Exercise >>
Collect every line in the records below that contains the word "down".

Collected data entries
____
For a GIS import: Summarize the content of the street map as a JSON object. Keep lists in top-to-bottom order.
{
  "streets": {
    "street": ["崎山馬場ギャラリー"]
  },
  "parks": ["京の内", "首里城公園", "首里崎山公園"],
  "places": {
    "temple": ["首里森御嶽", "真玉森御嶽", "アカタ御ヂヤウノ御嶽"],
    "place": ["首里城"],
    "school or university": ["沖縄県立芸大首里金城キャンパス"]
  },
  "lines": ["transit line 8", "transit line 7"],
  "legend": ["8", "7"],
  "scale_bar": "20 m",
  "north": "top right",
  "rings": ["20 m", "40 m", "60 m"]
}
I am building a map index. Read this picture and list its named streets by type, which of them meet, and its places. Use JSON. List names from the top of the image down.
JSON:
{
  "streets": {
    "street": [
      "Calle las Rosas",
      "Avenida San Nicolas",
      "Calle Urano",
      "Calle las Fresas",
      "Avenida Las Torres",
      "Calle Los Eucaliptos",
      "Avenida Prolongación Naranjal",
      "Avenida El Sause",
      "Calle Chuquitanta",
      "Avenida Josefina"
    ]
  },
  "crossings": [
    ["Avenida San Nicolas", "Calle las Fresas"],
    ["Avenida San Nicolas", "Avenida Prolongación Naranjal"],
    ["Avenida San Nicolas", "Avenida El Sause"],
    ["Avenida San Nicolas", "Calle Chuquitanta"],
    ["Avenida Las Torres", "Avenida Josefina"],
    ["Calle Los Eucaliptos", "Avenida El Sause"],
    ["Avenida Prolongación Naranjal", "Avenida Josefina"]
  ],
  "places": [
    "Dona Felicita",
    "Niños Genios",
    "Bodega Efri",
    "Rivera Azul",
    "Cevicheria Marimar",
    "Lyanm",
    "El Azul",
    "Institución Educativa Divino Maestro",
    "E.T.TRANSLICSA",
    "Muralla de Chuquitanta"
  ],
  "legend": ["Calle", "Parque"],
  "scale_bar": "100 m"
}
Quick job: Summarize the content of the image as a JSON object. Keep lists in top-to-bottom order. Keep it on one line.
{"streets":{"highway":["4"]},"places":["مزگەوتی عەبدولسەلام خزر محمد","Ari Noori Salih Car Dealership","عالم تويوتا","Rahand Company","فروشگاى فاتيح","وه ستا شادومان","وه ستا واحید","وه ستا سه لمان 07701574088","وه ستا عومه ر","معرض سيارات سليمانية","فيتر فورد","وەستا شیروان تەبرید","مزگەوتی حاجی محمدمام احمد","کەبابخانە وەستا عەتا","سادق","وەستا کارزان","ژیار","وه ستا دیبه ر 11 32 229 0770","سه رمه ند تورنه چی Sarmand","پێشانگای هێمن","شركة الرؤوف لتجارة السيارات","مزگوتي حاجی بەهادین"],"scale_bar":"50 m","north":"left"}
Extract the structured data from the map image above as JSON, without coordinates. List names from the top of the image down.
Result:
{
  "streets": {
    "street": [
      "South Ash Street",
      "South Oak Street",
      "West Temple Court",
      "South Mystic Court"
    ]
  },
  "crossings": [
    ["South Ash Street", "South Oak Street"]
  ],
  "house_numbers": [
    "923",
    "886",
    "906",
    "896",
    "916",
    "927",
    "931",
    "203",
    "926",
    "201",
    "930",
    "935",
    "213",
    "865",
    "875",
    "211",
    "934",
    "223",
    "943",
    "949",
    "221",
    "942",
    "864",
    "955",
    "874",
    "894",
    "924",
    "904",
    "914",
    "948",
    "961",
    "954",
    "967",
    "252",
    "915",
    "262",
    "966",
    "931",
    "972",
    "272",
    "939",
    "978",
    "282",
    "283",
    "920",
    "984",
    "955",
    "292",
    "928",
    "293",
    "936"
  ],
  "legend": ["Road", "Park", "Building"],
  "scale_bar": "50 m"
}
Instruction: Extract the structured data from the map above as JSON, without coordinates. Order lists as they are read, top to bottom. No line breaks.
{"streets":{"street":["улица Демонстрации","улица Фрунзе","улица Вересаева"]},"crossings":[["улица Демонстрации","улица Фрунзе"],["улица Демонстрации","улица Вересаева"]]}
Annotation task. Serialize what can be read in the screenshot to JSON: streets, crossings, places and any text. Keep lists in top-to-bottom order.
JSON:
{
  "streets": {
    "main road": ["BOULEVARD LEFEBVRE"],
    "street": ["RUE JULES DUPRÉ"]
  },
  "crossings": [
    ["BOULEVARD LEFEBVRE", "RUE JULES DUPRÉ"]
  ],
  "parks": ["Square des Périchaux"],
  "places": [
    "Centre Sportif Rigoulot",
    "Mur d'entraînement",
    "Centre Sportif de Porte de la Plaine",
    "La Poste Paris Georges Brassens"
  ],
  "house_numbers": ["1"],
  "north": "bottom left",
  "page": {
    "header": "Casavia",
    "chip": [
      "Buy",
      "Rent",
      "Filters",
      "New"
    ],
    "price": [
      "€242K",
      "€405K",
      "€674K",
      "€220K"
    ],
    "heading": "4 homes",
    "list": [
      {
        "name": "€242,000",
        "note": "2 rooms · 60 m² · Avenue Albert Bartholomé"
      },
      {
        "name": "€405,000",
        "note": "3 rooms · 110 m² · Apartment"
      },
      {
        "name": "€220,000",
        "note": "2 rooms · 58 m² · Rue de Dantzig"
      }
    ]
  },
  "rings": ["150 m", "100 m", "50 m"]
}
____
Written solution >>
I am building a map index. Read this picture and list its named streets by type, which of them meet, and its places. Use JSON. List names from the top of the image down.
Extract the structured data from the map image above as JSON, without coordinates. List names from the top of the image down.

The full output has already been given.